Apart from the pictures, every entry below must be given again exactly.

== Supplied material

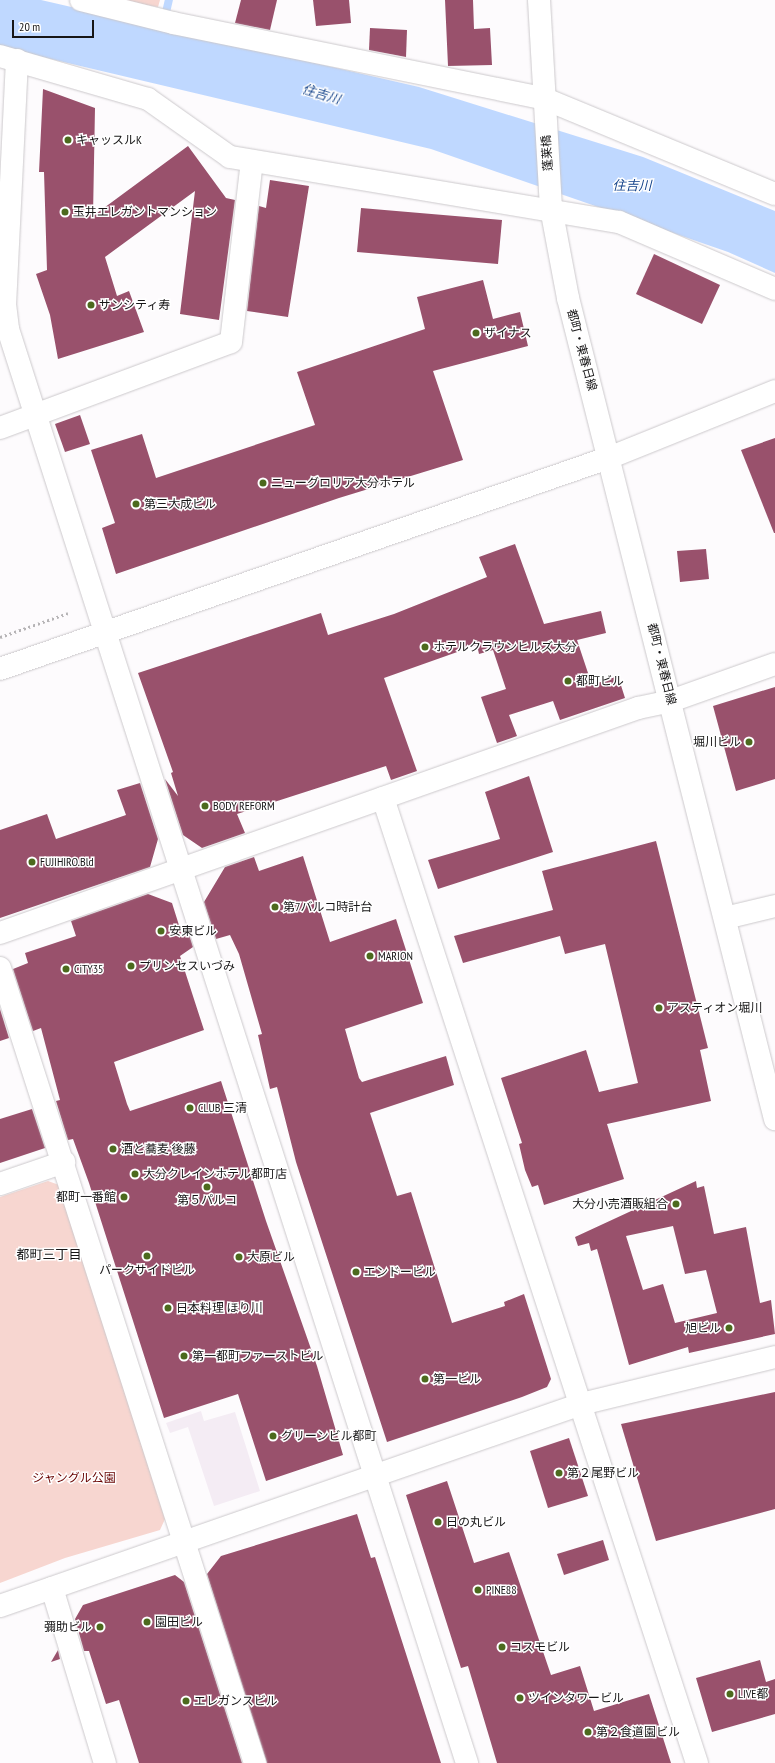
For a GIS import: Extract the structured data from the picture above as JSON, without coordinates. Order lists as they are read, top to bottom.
{
  "streets": {
    "street": ["蓬莱橋", "都町・東春日線"]
  },
  "crossings": [
    ["蓬莱橋", "都町・東春日線"]
  ],
  "districts": ["都町三丁目"],
  "water": ["住吉川"],
  "parks": ["ジャングル公園"],
  "places": [
    "キャッスルK",
    "玉井エレガントマンション",
    "サンシティ寿",
    "ザイナス",
    "ニューグロリア大分ホテル",
    "第三大成ビル",
    "ホテルクラウンヒルズ大分",
    "都町ビル",
    "堀川ビル",
    "BODY REFORM",
    "FUJIHIRO.Bld",
    "第7バルコ時計台",
    "安東ビル",
    "MARION",
    "プリンセスいづみ",
    "CiTY35",
    "アスティオン堀川",
    "CLUB 三清",
    "酒と蕎麦 後藤",
    "大分クレインホテル都町店",
    "第５パルコ",
    "都町一番館",
    "大分小売酒販組合",
    "パークサイドビル",
    "大原ビル",
    "エンドービル",
    "日本料理 ほり川",
    "旭ビル",
    "第一都町ファーストビル",
    "第一ビル",
    "グリーンビル都町",
    "第２尾野ビル",
    "日の丸ビル",
    "PINE88",
    "園田ビル",
    "彌助ビル",
    "コスモビル",
    "LIVE都",
    "ツインタワービル",
    "エレガンスビル",
    "第２食道園ビル"
  ],
  "scale_bar": "20 m"
}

====

(Your solution):
For a GIS import: Extract the structured data from the picture above as JSON, without coordinates. Order lists as they are read, top to bottom.
{
  "streets": {
    "street": ["蓬莱橋", "都町・東春日線"]
  },
  "crossings": [
    ["蓬莱橋", "都町・東春日線"]
  ],
  "districts": ["都町三丁目"],
  "water": ["住吉川"],
  "parks": ["ジャングル公園"],
  "places": [
    "キャッスルK",
    "玉井エレガントマンション",
    "サンシティ寿",
    "ザイナス",
    "ニューグロリア大分ホテル",
    "第三大成ビル",
    "ホテルクラウンヒルズ大分",
    "都町ビル",
    "堀川ビル",
    "BODY REFORM",
    "FUJIHIRO.Bld",
    "第7バルコ時計台",
    "安東ビル",
    "MARION",
    "プリンセスいづみ",
    "CiTY35",
    "アスティオン堀川",
    "CLUB 三清",
    "酒と蕎麦 後藤",
    "大分クレインホテル都町店",
    "第５パルコ",
    "都町一番館",
    "大分小売酒販組合",
    "パークサイドビル",
    "大原ビル",
    "エンドービル",
    "日本料理 ほり川",
    "旭ビル",
    "第一都町ファーストビル",
    "第一ビル",
    "グリーンビル都町",
    "第２尾野ビル",
    "日の丸ビル",
    "PINE88",
    "園田ビル",
    "彌助ビル",
    "コスモビル",
    "LIVE都",
    "ツインタワービル",
    "エレガンスビル",
    "第２食道園ビル"
  ],
  "scale_bar": "20 m"
}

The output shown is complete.